Texas Instruments Integration Magazine

Singapore team wins $100,000

Two students from the Nanyang Technological University (NYU) in Singapore split a prize of US$100,000 when they won the TI DSP Solutions Challenge. The worldwide contest is the first of its kind to encourage college students to use digital signal processors for new applications.

Dilip Krishnan and Showbhik Kalra, second-year computer engineering students, devised a way to restore damaged motion picture frames quickly and effectively.

Krishnan and Kalra's design is implemented on a network of 15 TMS320C40 processors connected in a tree configuration. Two different parallel algorithms create an improved algorithm which mimics linear speed-up.

From distressed to dazzling

The restoration process begins by converting the degraded film into digital form using a real-time video digitizer. A 3-D model is created from information collected from the redundant information contained in frames preceding and succeeding the damaged frame. Two of the dimensions in the model describe changes within the image frame and the third describes the changes between frames. Each frame is then restored individually so restored images can be used to repair subsequent frames.

"It caught the imagination of all of the judges," said lead judge Gene Frantz, TI fellow and DSP applications manager. "We all know that old films, which we like to watch, are potted and scratched. This fixed that problem. It's something we experience in everyday life."

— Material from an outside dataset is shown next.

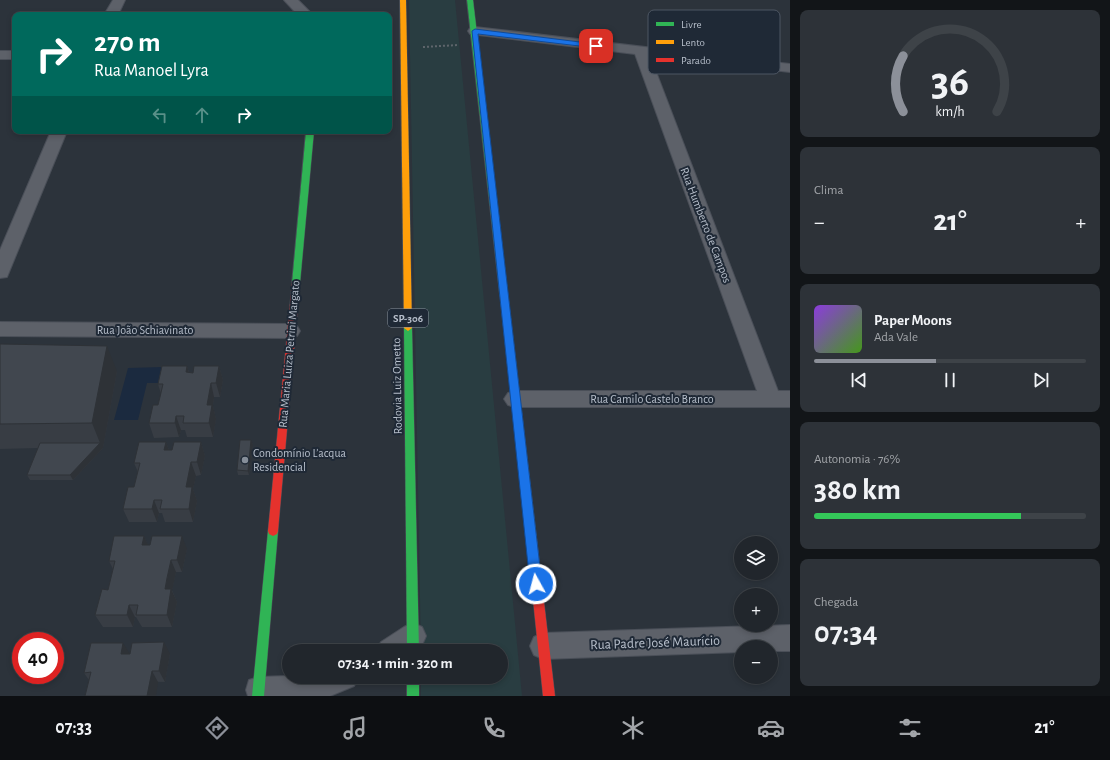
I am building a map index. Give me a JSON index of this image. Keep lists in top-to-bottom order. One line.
{"streets":{"street":["Rua Humberto de Campos","SP-306","Rua João Schiavinato","Rua Maria Luiza Petrini Margato","Rodovia Luiz Ometto","Rua Camilo Castelo Branco","Rua Padre José Maurício"]},"crossings":[["Rua Humberto de Campos","Rua Camilo Castelo Branco"],["Rua João Schiavinato","Rua Maria Luiza Petrini Margato"]],"places":["Condomínio L’acqua Residencial"],"legend":["Livre","Lento","Parado"],"page":{"turn":["270 m","Rua Manoel Lyra"],"tile":["Clima",["Autonomia · 76%","380 km"],["Chegada","07:34"]],"heat":["−","21°","+"],"song":["Paper Moons","Ada Vale"],"map_buttons":["+","−"],"limit":"40","trip":"07:34 · 1 min · 320 m","tabs":["07:33","21°"],"gauge":["36","km/h"]}}
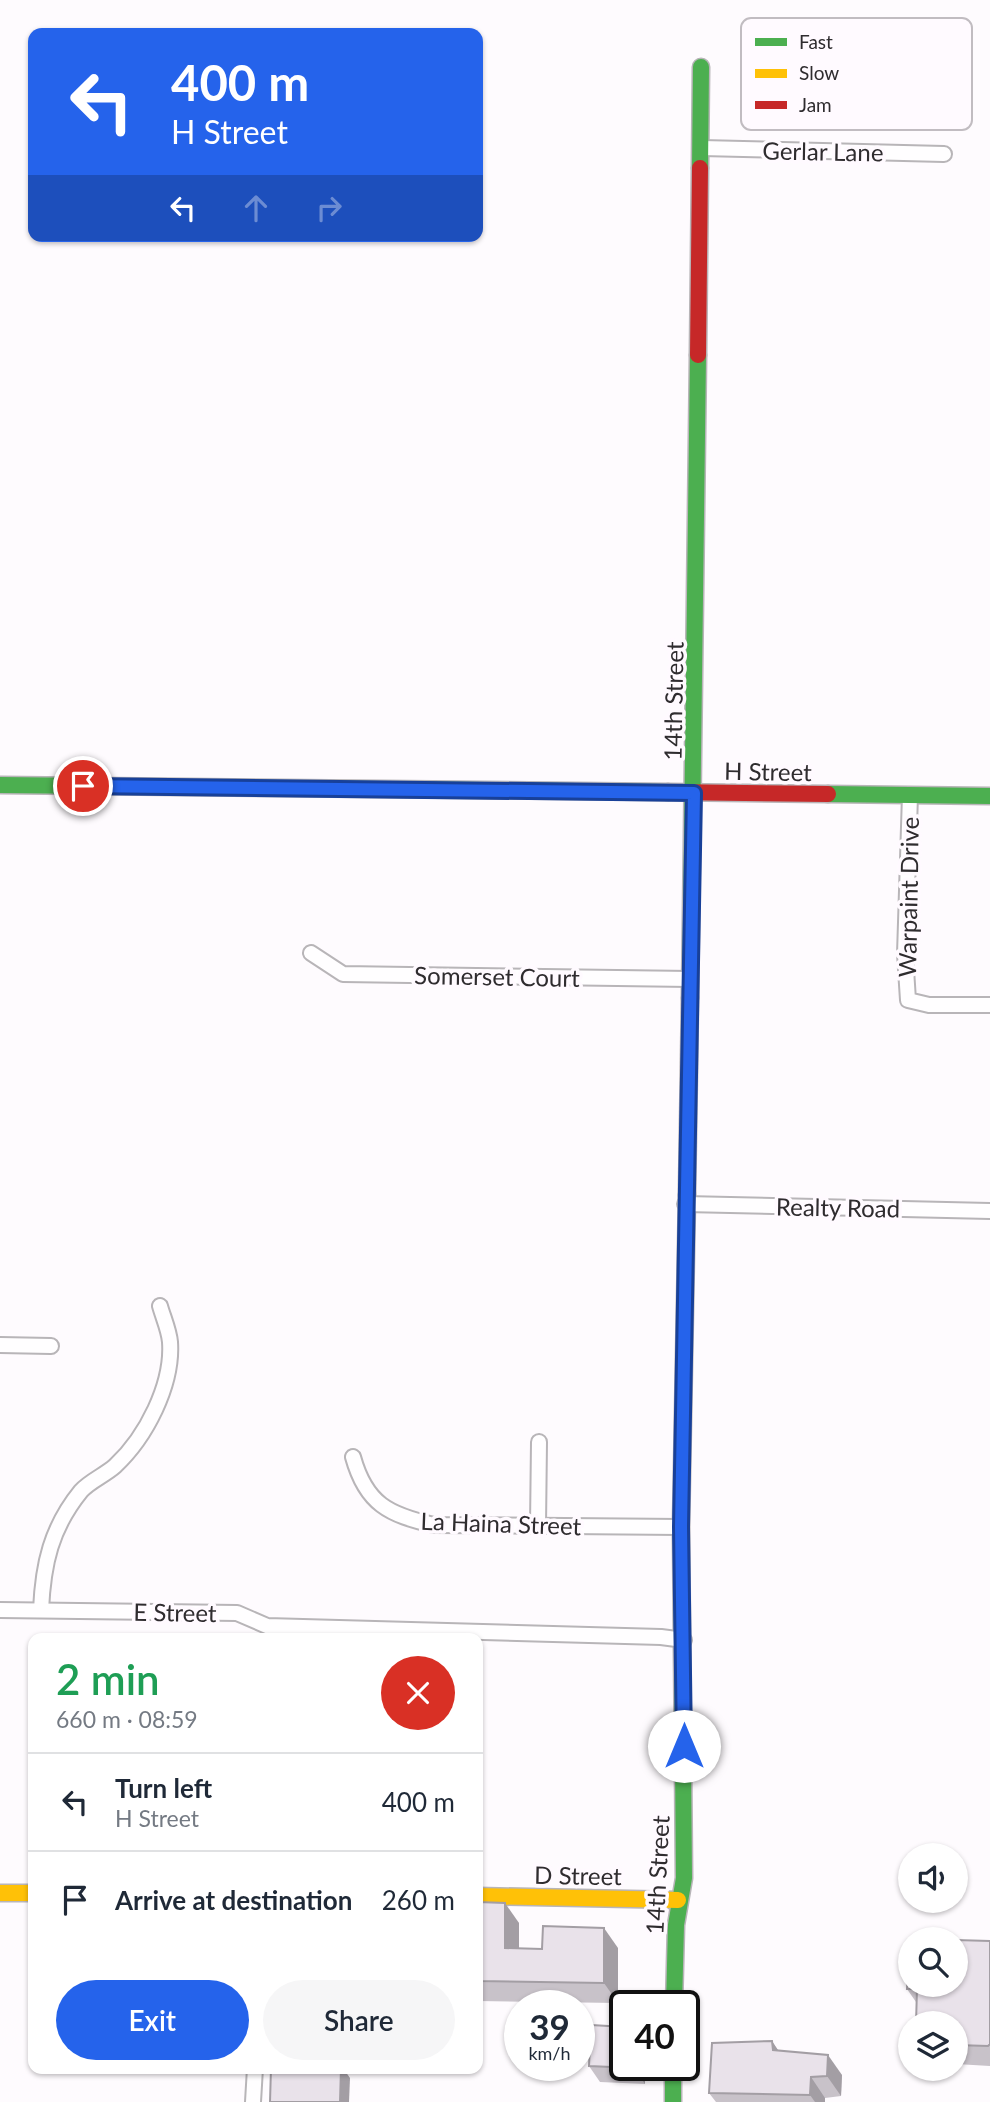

Whether recorded on flammable nitrate-based film that decays rapidly or made with today's safer, acetate-based film, professional and home movies are susceptible to degradation by gouges, scratches and dirt accumulation. To date, the restoration of a classic motion picture has been a labor-intensive, costly undertaking. For example, the restoration of Disney's "Snow White" took 18 weeks using 40 workstations with 60 operators working three shifts a day, seven days a week.

The system that Krishnan and Kalra helped develop opens the way to more advanced systems that could handle such projects automatically, requiring less time, money and fewer people.

Stiff competition

The Singapore team was one of three finalists chosen from a field of 230 entries. The University of Maryland (USA) team's design featured a way to teleconf erence with a laptop. The team from Ecole Francaise d'Electronique et d'Informatique (EFREI) in France designed a Doppler radar system that would help small planes land without using heavy onboard equipment. Each of these teams received US$10,000.

Although all the finalists had strong programs, Frantz said the Singapore team's win was well-deserved.

"They understood the concepts very well," he said. "They did an extensive amount of work, they knew their material, they were well-prepared. They met all of the criteria. That's what got them over the top."

Worldwide challenge

"This is the first time a worldwide contest with this type of prize has been offered," said Torrence Robinson, TI's Semiconductor Group university program manager and contest coordinator.

In addition, Robinson said, this is the first time TI will work with a third party to track where and how the contestants enter the workplace.